Semana movimentada no mundo cripto: novas regras do BC, avanços no Drex e tensão geopolítica com o Bitcoin

Regulação, inovação e disputas internacionais marcaram os últimos dias no mercado global de criptomoedas.

O universo cripto encerra mais uma semana de fortes movimentos. No Brasil, o Banco Central deu um passo histórico ao regulamentar oficialmente o funcionamento das SPSAVs, enquanto reafirmou a continuidade do Drex, o projeto de moeda digital do real.

Lá fora, a China e os Estados Unidos travaram um novo embate envolvendo R$ 69 bilhões em Bitcoin, e a Europa endureceu a fiscalização sobre anúncios e publicidade cripto. Para completar, a CNN Brasil anunciou o primeiro programa semanal de TV dedicado ao setor.

As notícias refletem um cenário em transformação: o mercado de criptoativos está deixando o improviso para trás e ingressando em uma fase de institucionalização e supervisão global.

Banco Central estabelece regras definitivas para as SPSAVs

O Banco Central do Brasil publicou nesta segunda-feira, 10, três resoluções que consolidam o marco regulatório das Sociedades Prestadoras de Serviços de Ativos Virtuais (SPSAVs), empresas responsáveis por custodiar, intermediar e negociar criptomoedas no país.

As normas (Resoluções nº 519, 520 e 521) definem critérios de autorização, governança, segurança cibernética, segregação patrimonial e transparência, além de integrar o mercado cripto ao sistema financeiro e cambial brasileiro.

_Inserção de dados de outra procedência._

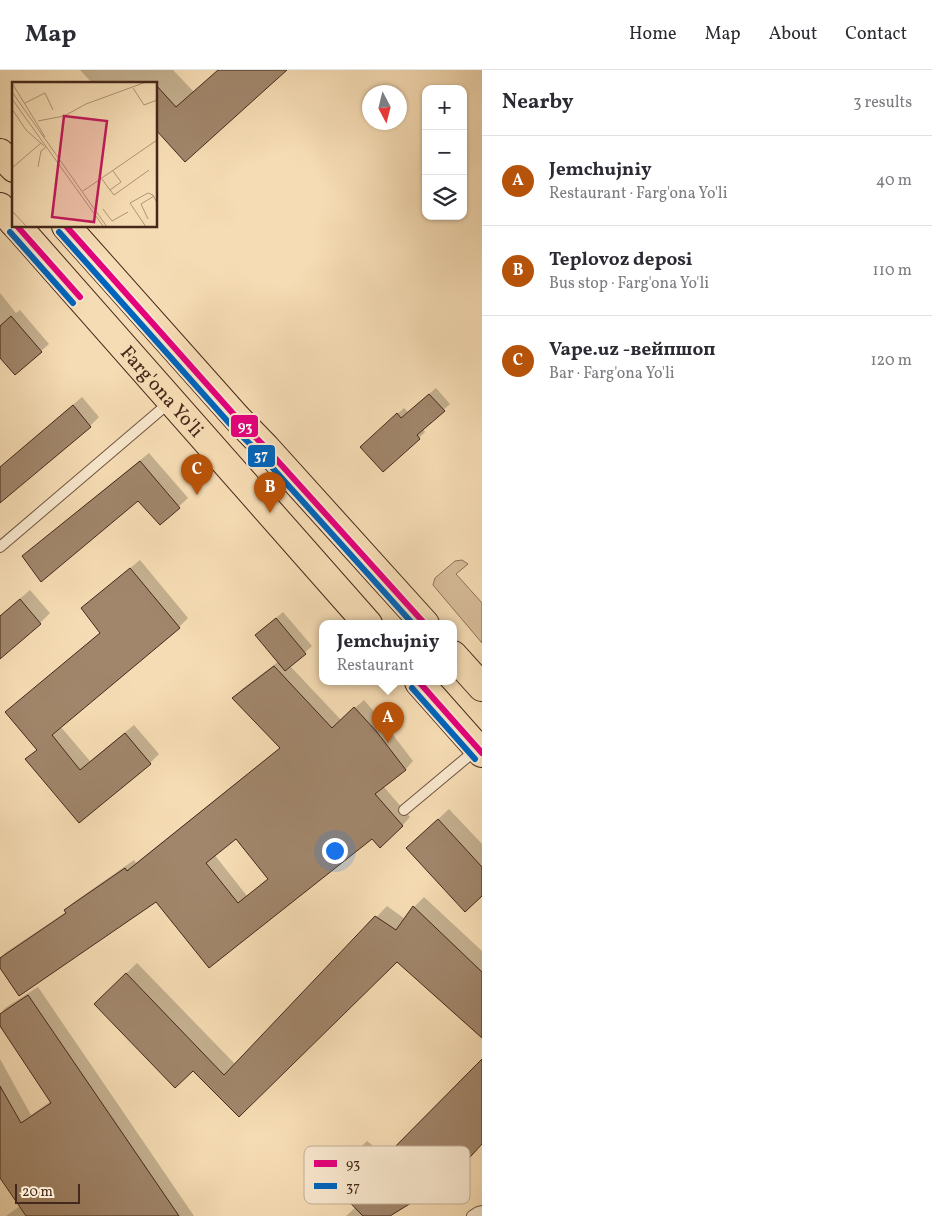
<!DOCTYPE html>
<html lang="en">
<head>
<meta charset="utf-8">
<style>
  body { margin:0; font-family:Vollkorn,serif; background:#f2f2f3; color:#2b2b33 }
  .controls { position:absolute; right:15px; top:15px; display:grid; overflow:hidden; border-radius:10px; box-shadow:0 1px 4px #0004 }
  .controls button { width:45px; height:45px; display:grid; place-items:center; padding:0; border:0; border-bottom:1px solid #e1e1e2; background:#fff; color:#2b2b33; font:25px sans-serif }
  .compass { position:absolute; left:362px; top:15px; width:45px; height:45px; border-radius:50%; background:#fff; box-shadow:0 1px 4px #0004; rotate:173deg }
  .scale { position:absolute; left:15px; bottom:12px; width:65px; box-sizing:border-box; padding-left:5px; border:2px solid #44281b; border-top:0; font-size:14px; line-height:18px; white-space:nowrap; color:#44281b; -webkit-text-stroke:4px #f9e8ce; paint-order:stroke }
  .you { position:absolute; left:334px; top:780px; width:18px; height:18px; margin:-12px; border:4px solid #fff; border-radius:50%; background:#1a73e8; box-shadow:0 0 0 8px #1a73e833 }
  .badge { display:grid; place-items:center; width:32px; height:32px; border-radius:50%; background:#b45309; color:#fff; font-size:16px; font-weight:700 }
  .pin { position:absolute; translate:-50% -41px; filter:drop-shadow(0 1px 2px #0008) }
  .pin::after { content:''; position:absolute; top:26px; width:18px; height:15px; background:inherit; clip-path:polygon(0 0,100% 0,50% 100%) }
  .popup { position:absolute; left:319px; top:550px; width:138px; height:65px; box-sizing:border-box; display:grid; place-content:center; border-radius:10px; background:#fff; filter:drop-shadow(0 1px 4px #0005); font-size:16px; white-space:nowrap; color:#7c7c81 }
  .popup b { font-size:19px; color:#2b2b33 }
  .popup::after { content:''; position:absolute; left:50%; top:100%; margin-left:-10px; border:10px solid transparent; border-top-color:#fff }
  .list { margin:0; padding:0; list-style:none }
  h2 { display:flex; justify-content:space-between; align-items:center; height:65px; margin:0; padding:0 20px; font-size:21px }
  h2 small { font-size:16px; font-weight:400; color:#7c7c81 }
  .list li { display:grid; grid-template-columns:32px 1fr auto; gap:15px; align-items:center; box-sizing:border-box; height:90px; padding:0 20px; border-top:1px solid #e1e1e2 }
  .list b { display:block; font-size:19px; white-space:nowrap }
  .list p { margin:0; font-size:16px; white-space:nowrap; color:#7c7c81 }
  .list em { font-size:16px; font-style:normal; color:#7c7c81 }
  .icon { flex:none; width:28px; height:28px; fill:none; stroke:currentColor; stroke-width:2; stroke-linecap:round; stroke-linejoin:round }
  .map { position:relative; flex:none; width:482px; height:1146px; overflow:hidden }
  header { display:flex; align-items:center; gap:30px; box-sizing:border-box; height:70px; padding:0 25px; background:#fff; border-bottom:1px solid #e1e1e2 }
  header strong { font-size:24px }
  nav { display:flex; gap:28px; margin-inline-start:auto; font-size:18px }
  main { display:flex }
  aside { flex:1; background:#fff }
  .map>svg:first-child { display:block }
  .green { fill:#d8bd9a; stroke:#8e725a }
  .shadow { fill:#0003; fill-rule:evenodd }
  .building { fill:#a1866b; stroke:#44281b; fill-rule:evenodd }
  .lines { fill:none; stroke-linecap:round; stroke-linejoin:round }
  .lane-casing { stroke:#705541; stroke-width:12 }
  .primary-casing { stroke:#44281b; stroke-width:30 }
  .lane { stroke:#f9e8ce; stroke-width:10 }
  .primary { stroke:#f6dcb4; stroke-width:28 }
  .bus-1-casing { stroke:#f9e8ce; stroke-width:10 }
  .bus-2-casing { stroke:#f9e8ce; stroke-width:10 }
  .bus-1 { stroke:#e5007d; stroke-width:6 }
  .bus-2 { stroke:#0065bd; stroke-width:6 }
  .labels { text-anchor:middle; stroke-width:4.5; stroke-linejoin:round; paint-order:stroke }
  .street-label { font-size:20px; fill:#44281b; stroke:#f9e8ce }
  .inset-road { fill:none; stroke:#af9477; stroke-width:1 }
  .view { fill:#c2185b; fill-opacity:0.15; stroke:#c2185b; stroke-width:2.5 }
  .inset-edge { fill:none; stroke:#44281b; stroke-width:2.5 }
  .key { fill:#f9e8ce; stroke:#c3ae98; stroke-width:1 }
  .key-label { font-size:14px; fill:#44281b }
  .line-badge { stroke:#f9e8ce; stroke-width:2 }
  .badge-label { font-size:14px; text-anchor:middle; font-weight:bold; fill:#fff }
</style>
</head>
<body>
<header>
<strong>Map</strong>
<nav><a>Home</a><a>Map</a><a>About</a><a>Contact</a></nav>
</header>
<main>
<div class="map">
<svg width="482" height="1146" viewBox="0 0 482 1146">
  <rect width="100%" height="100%" fill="#f6dcb4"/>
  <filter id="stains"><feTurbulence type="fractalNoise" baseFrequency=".004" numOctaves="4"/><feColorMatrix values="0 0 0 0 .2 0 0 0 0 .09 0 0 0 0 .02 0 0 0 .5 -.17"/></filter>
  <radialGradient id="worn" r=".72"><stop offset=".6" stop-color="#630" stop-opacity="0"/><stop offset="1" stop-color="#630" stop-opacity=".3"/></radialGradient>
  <path class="green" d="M462 490 468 494 456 504 482 533V573L433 515 435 508 455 491Z"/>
  <path class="shadow" d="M80 0H173L194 22 218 0H285L156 58V14H93Z
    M0 223 16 243 20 240 49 274 41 281 0 286Z
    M436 318 450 334 423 358 425 362 419 368 383 401 368 371 404 338 408 342Z
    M82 327 99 347 90 356 0 432V397Z
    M149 383 188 428 160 454 138 429 23 487 32 478Z
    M140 490 188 548 179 557 60 656 90 691 134 655 159 684 150 693 79 751 27 689 38 679 7 642 16 633 101 562 82 539 91 530Z
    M30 520 50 543 40 553 0 588V546Z
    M283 542 312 576 290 596 341 650 364 630 384 653 413 691 405 700 383 716 410 747 402 756 372 767 210 896 156 830 0 895V888L5 883 66 842 65 840 74 832 134 790 136 793 281 677 234 628 242 619 279 591 263 559ZM236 767 269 808 247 826 214 784Z
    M449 739 482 774V824L419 767Z
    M424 827 482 881V966L397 890 239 1046 193 999 95 934 137 893 236 995 387 836 405 849 414 837Z
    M38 917 194 1146H6L20 1136 0 1088V989L31 1045 51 1031 0 954V944L5 938Z
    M482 990V1073L388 1146H346L356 1137 339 1098 367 1071 387 1087Z"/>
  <path class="building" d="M218 0H287L185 92 156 60V15L176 37Z
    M11 246 42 282 15 305 0 288V256Z
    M429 324 445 341 417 365 420 369 383 402 360 377 397 343 401 348Z
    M73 335 91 357 0 433V397Z
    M140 391 180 438 160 455 138 431 41 512 22 486Z
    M130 498 180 558 52 665 80 700 125 663 151 694 79 753 25 689 37 680 5 642 100 563 81 538Z
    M20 529 41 554 0 589V546Z
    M276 548 306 584 285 601 255 565Z
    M274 596 332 658 354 637 376 661 406 700 375 724 403 756 380 778 372 769 209 898 156 832 19 926 0 898V888L66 843 64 840 125 798 127 801 280 678 232 628ZM236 769 268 809 238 833 206 793Z
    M438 749 482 797V826L465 842 406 778Z
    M413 836 482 902V968L397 892 239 1047 193 1001 175 1018 94 934 126 903 224 1005 375 846 396 860Z
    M28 925 179 1146H26L0 1108V1016L21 1053 51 1033 0 956V944Z
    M482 989V1074L450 1109 390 1146H363L326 1108 355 1081 375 1097Z"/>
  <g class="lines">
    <defs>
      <path id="lane" d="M0 477 170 332
        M404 740 477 679
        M472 1146 478 1142 482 1141"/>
      <g id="primary">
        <path d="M0 83 14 98"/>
        <path d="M0 137 14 153"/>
        <path id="s1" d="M17 156 368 554"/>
        <path d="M66 156 237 348 266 378 425 554"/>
        <path d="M453 585 482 617"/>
        <path d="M419 612 482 683"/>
      </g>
    </defs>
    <use href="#lane" class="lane-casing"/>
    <use href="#primary" class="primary-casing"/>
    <use href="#lane" class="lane"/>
    <use href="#primary" class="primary"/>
    <defs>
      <path id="bus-1" d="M17 156 80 227
        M66 156 237 348 266 378 425 554
        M419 612 482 683"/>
      <path id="bus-2" d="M10 162 73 233
        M59 162 230 354 260 384 413 554
        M412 618 475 689"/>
    </defs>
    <use href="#bus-1" class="bus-1-casing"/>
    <use href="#bus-2" class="bus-2-casing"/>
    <use href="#bus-1" class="bus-1"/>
    <use href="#bus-2" class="bus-2"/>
  </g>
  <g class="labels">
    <g class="street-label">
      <text dy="7" stroke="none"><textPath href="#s1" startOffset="220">Farg'ona Yo'li</textPath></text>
    </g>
  </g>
  <g transform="translate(12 12)">
    <rect width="145" height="145" fill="#f6dcb4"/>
    <path class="inset-road" d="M0 1 33 55M121 6 132 23 145 18M0 10 95 145M0 17 91 144M13 21 33 11 41 28M0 27 14 48 32 64M26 39 52 34 74 22 134 0M26 85 29 69 34 65M0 86 29 61M90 97 98 108 109 100 101 89M98 108 102 113 137 88M71 109 145 58M91 127 100 139 116 130M0 129 15 145M136 137 129 122 142 114M134 145 118 121 136 111 141 113 145 121"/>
    <path class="view" d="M52 34 95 39 82 140 40 135Z"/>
    <rect width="145" height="145" class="inset-edge"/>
  </g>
  <rect x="304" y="1076" width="166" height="58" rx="8" class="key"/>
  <rect x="314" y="1090" width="23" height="7" fill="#e5007d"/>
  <rect x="314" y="1113" width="23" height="6" fill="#0065bd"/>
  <g class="key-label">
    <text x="346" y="1098">93</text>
    <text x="346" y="1121">37</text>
  </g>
  <g class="line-badge">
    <rect x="230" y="344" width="29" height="24" rx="5" fill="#e5007d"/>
    <rect x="247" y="374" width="29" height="24" rx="5" fill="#0065bd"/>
  </g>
  <g class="badge-label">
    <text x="245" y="361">93</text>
    <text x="261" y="390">37</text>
  </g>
  <rect width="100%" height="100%" filter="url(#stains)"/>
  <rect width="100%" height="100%" fill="url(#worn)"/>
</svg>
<div class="controls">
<button>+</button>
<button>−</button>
<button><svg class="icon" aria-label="layers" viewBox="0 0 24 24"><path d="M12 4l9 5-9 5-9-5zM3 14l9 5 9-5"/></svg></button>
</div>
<svg class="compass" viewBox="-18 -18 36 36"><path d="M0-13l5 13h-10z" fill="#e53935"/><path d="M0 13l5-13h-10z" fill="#7c7c81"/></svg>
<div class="scale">20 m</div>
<div class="you"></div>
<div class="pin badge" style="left:388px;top:673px">A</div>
<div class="popup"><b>Jemchujniy</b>Restaurant</div>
<div class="pin badge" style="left:270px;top:443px">B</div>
<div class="pin badge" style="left:197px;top:425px">C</div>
</div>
<aside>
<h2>Nearby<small>3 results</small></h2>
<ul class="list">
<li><span class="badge">A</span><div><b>Jemchujniy</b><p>Restaurant · Farg'ona Yo'li</p></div><em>40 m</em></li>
<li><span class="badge">B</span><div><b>Teplovoz deposi</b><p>Bus stop · Farg'ona Yo'li</p></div><em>110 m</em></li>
<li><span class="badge">C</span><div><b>Vape.uz -вейпшоп</b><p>Bar · Farg'ona Yo'li</p></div><em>120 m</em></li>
</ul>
</aside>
</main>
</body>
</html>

Pela primeira vez, o setor passa a ter regras claras de operação e auditoria, com foco em proteger o investidor e reduzir riscos de mercado.
A medida torna o Brasil uma das jurisdições com regulação mais moderna e abrangente do mundo, abrindo espaço para stablecoins institucionais, tokenização de ativos e soluções híbridas entre bancos e fintechs.

BC reafirma continuidade do Drex e confirma meta de moeda digital própria

Após especulações sobre o possível encerramento do projeto, o Banco Central confirmou que o Drex — a versão digital do real — segue ativo e estratégico.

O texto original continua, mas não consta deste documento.